QRD – What’s your main guitar & what are the features that make it such?

Greg – My main guitar is an Ovation Strat copy that has a Kahler tremolo that you can dive bomb so low the strings hit the pickups.  I’ve tried doing that with my vintage reissue Strat, but after awhile the whammy bars would break off.  Plus the Kahler on the Ovation keeps the strings in tune pretty well.  It has three single coil pickups… Although I recently picked up a Brian May guitar that has a great whammy bar that stays in tune & pickups that you can select whether they are in phase or out of phase with each other.  This opens up a whole new palette of tones for me to choose.  These two guitars might be my main gigging guitars.

QRD – If you had a signature guitar, what would it look like & what would some of its features be?

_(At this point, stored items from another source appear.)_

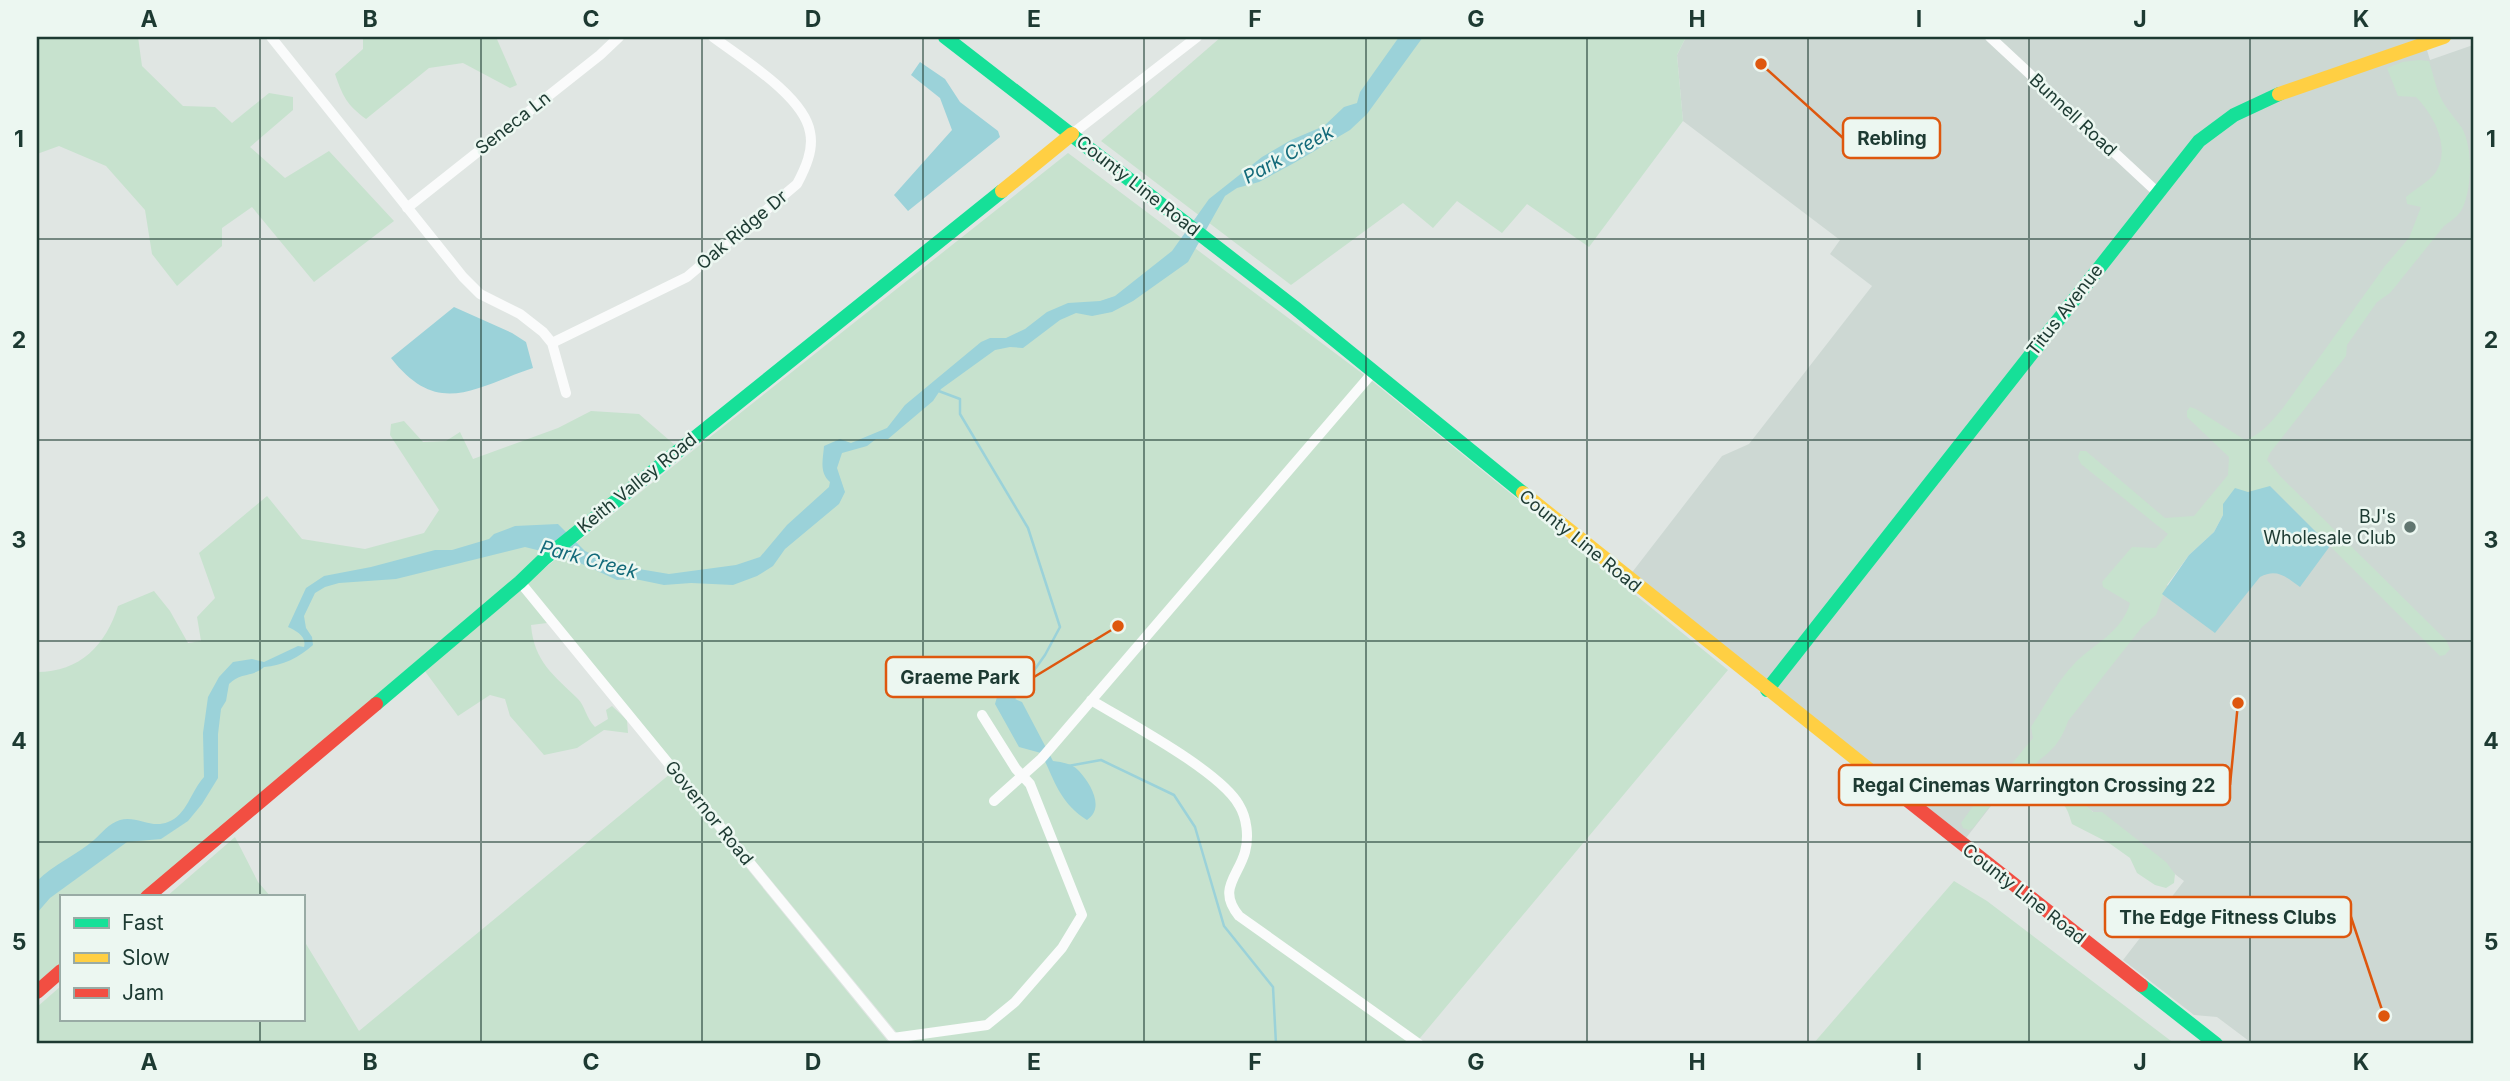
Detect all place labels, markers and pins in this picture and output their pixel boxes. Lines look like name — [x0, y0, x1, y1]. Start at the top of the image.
callout: Rebling — [1843, 118, 1940, 158]
place label: BJ's Wholesale Club — [2263, 506, 2396, 548]
marker: BJ's Wholesale Club — [2402, 519, 2418, 535]
callout: Graeme Park — [886, 657, 1034, 697]
callout: Regal Cinemas Warrington Crossing 22 — [1839, 765, 2230, 805]
callout: The Edge Fitness Clubs — [2105, 897, 2351, 937]

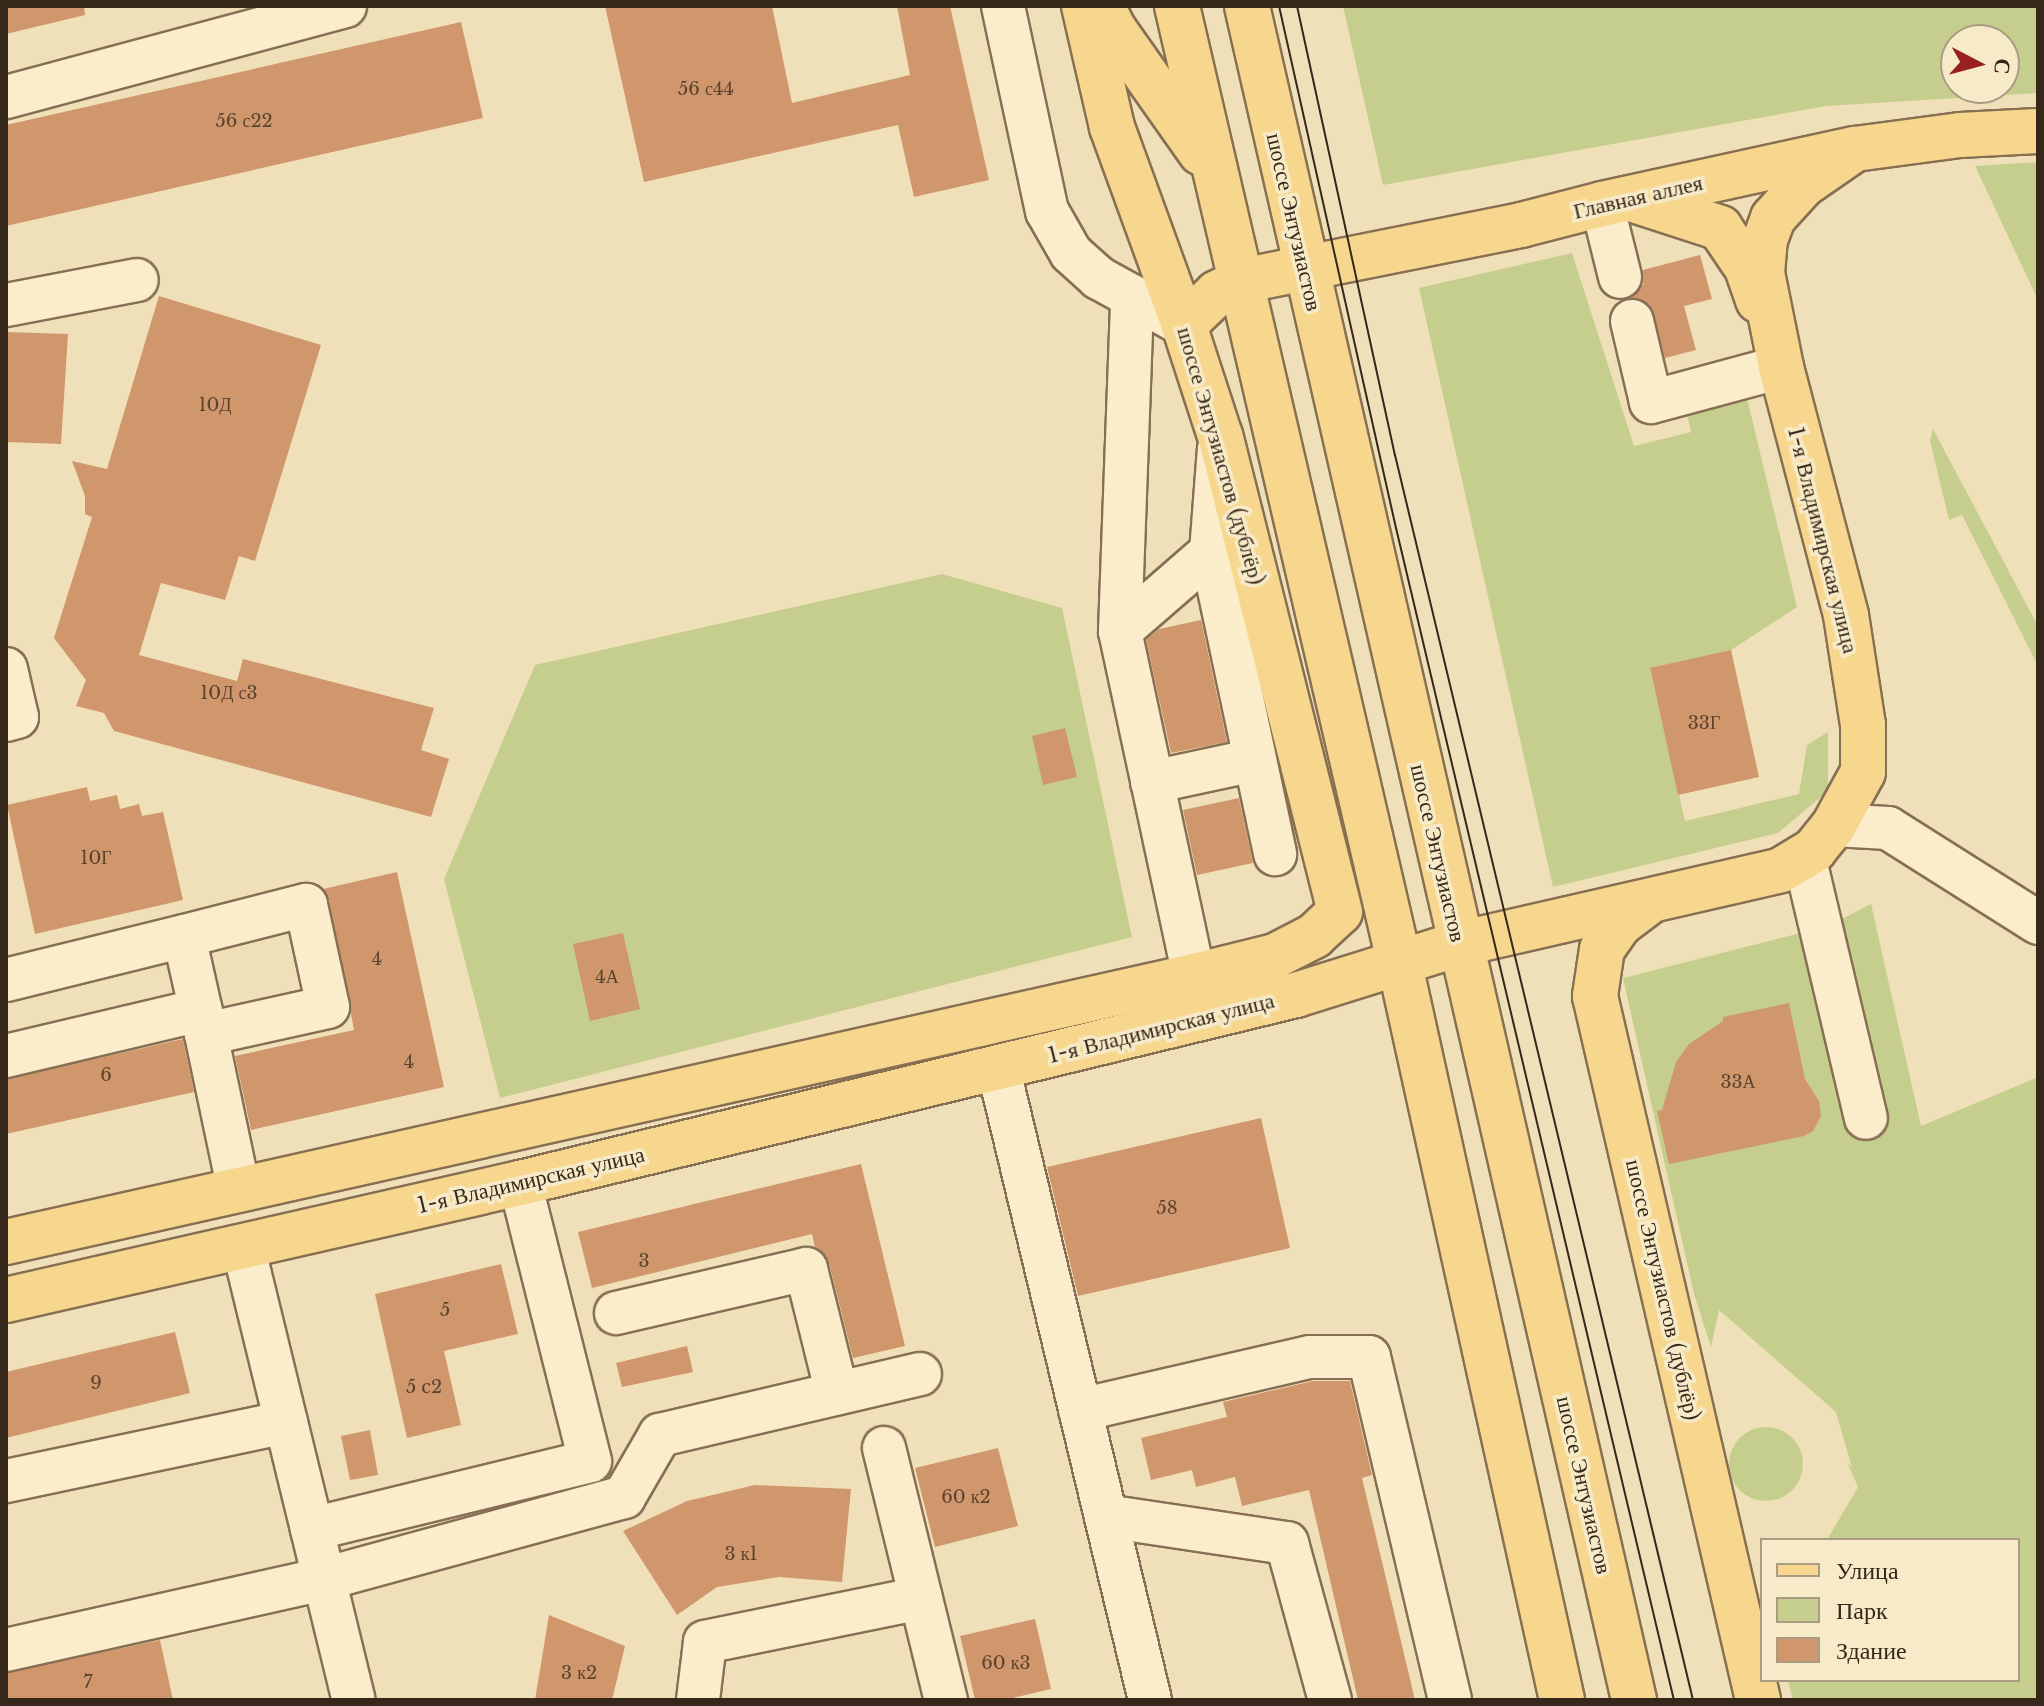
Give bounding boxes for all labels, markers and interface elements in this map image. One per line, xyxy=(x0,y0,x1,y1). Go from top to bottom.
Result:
north arrow xyxy=(1940,24,2020,104)
text: С xyxy=(1988,57,2017,76)
house number: 56 с44 xyxy=(678,78,734,100)
house number: 56 с22 xyxy=(215,110,273,132)
street label: шоссе Энтузиастов xyxy=(1261,131,1327,313)
street label: Главная аллея xyxy=(1571,169,1705,225)
street label: шоссе Энтузиастов (дублёр) xyxy=(1172,324,1270,588)
house number: 10Д xyxy=(198,394,232,416)
street label: 1-я Владимирская улица xyxy=(1782,424,1864,656)
house number: 10Д с3 xyxy=(200,682,258,704)
house number: 33Г xyxy=(1688,712,1720,734)
street label: шоссе Энтузиастов xyxy=(1405,762,1471,944)
house number: 10Г xyxy=(80,847,112,869)
house number: 4 xyxy=(372,948,382,970)
house number: 4А xyxy=(595,966,619,988)
street label: 1-я Владимирская улица xyxy=(1045,987,1277,1069)
house number: 4 xyxy=(404,1051,414,1073)
house number: 6 xyxy=(100,1064,112,1086)
house number: 33А xyxy=(1720,1071,1756,1093)
street label: 1-я Владимирская улица xyxy=(415,1141,647,1219)
street label: шоссе Энтузиастов (дублёр) xyxy=(1620,1157,1706,1423)
house number: 58 xyxy=(1156,1197,1178,1219)
house number: 3 xyxy=(638,1250,650,1272)
house number: 5 xyxy=(440,1299,450,1321)
house number: 9 xyxy=(90,1372,102,1394)
house number: 5 c2 xyxy=(406,1376,442,1398)
street label: шоссе Энтузиастов xyxy=(1551,1394,1617,1576)
house number: 60 к2 xyxy=(941,1486,991,1508)
legend xyxy=(1760,1538,2020,1682)
house number: 3 к1 xyxy=(724,1543,758,1565)
text: Улица xyxy=(1836,1556,1899,1585)
text: Парк xyxy=(1836,1596,1888,1625)
text: Здание xyxy=(1836,1636,1907,1665)
house number: 60 к3 xyxy=(981,1652,1031,1674)
house number: 3 к2 xyxy=(561,1662,597,1684)
house number: 7 xyxy=(83,1671,93,1693)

Greg – First off, my signature guitar would have to look totally unique or cool in shape.  Even though I play Strat style guitars, I am completely bored with their shape.  I’m tired of the classics & their shapes.  I love looking at the Danelectro or Airline guitars that have the cool shapes.  My guitar would have 3 or 4 pickups that could switch between single coil & humbucker, plus be able to be put in phase or out of phase with each other, like the Brian May.  It would also have to have the ability to select all pick up configurations including having all 3 or 4 pickups on. The Brian May is very close except it has single coil pickups, not splitable humbuckers.  It would have to have a whammy bar similar to the Kahler in performance, maybe just go with a Kahler since I know & like their performance.  The finish on the guitar would have to be something very unusual: a bright 1970s color, or 1970s type psychedelic artwork, or some unusual finish.  Something interesting to look at.

QRD – If you had a signature pedal, what would it be & what would some of its features be?

Greg – I never really thought of that.  I always wished I could meet someone who builds pedals so that we could work together.  I do have a few ideas for variations on pedals, but I am not sure if I would want to keep the pedals for myself or try to mass produce & make money.  I understand the theory of how some effects work & I think of ways to try to get them to sound differently.  One specific example is phase shifters.  I think of ways to do things differently on the theoretical level, but I do not know if what I dream up is even possible with electronics or if it would even sound that different if it were built.  I get a little annoyed with all these new boutique pedal manufacturers who make their own version of a phase shifter or a flanger.  Basically they all sound the same, but I want a phaser that has a radically different sound.  I have too many favorite pedals to choose one to be a signature pedal.

QRD – How many guitars do you own?

Greg – Fifteen electrics & 3 acoustics.  Most are cheapies under $400.  I could get rid of a few, but I do have many specialty guitars like an electric sitar, fretless guitar, 12 string doubleneck, baritone guitar, a peewee or mini guitar, & then a couple that look cool, but don’t really sound that different.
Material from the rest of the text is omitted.